Leaving out every image, restate all the records word for word.

[Stored data — start]

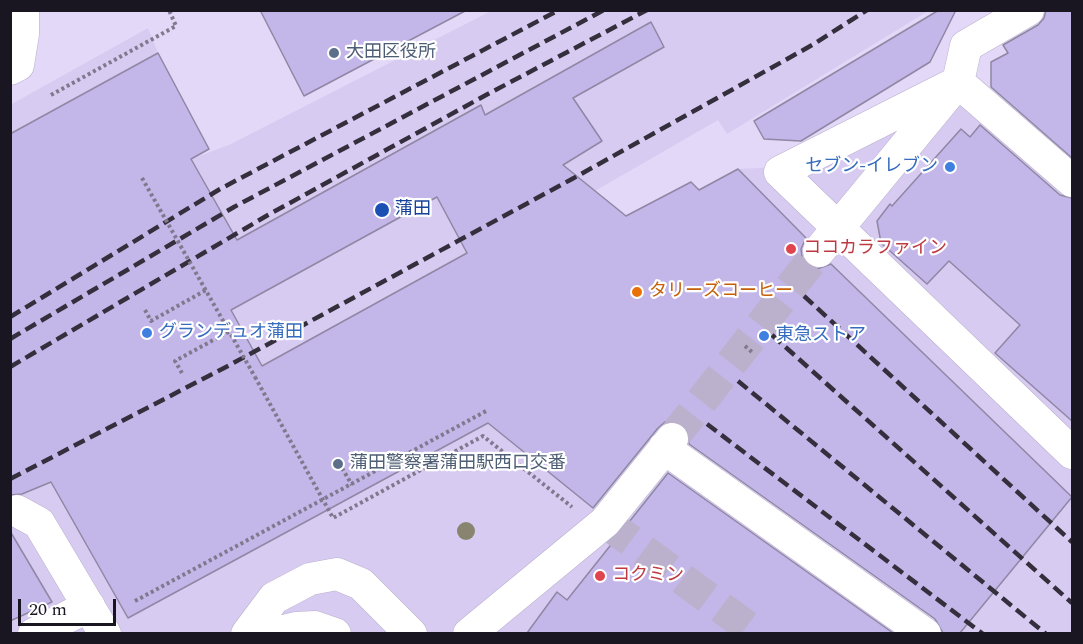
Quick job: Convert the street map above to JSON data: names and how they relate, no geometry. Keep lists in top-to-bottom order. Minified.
{"places":["大田区役所","セブン-イレブン","蒲田","ココカラファイン","タリーズコーヒー","グランデュオ蒲田","東急ストア","蒲田警察署蒲田駅西口交番","コクミン"],"scale_bar":"20 m"}
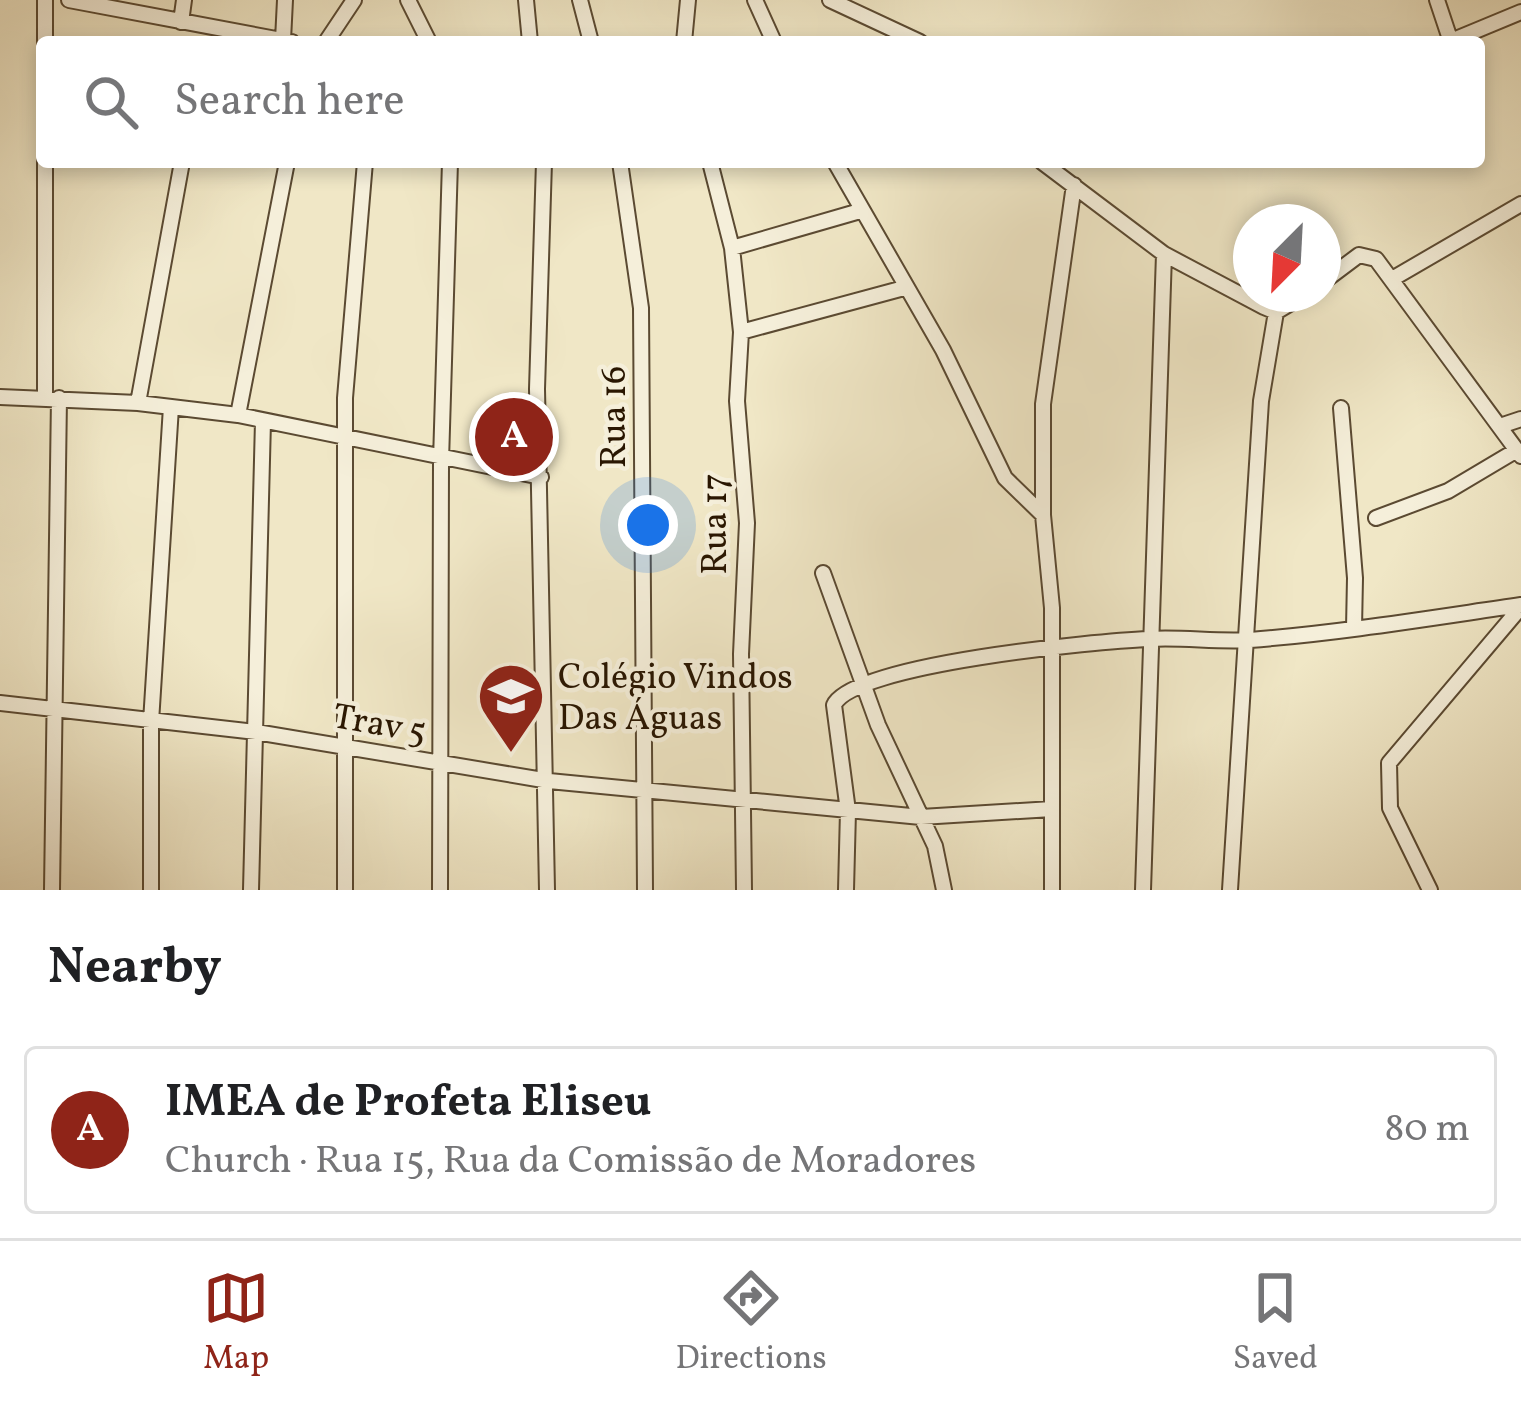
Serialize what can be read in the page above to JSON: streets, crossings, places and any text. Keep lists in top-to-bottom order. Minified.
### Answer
{"streets":{"street":["Rua 16","Rua 17","Trav 5"]},"crossings":[["Rua 16","Trav 5"],["Rua 17","Trav 5"]],"places":{"school or university":["Colégio Vindos Das Águas"]},"north":"bottom left","page":{"search":"Search here","pins":"A","heading":"Nearby","list":[{"mark":"A","name":"IMEA de Profeta Eliseu","note":"Church · Rua 15, Rua da Comissão de Moradores","value":"80 m"}],"nav":["Map","Directions","Saved"]}}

[Stored data — finish]

### Answer
Quick job: Convert the street map above to JSON data: names and how they relate, no geometry. Keep lists in top-to-bottom order. Minified.
{"places":["大田区役所","セブン-イレブン","蒲田","ココカラファイン","タリーズコーヒー","グランデュオ蒲田","東急ストア","蒲田警察署蒲田駅西口交番","コクミン"],"scale_bar":"20 m"}
Serialize what can be read in the page above to JSON: streets, crossings, places and any text. Keep lists in top-to-bottom order. Minified.
### Answer
{"streets":{"street":["Rua 16","Rua 17","Trav 5"]},"crossings":[["Rua 16","Trav 5"],["Rua 17","Trav 5"]],"places":{"school or university":["Colégio Vindos Das Águas"]},"north":"bottom left","page":{"search":"Search here","pins":"A","heading":"Nearby","list":[{"mark":"A","name":"IMEA de Profeta Eliseu","note":"Church · Rua 15, Rua da Comissão de Moradores","value":"80 m"}],"nav":["Map","Directions","Saved"]}}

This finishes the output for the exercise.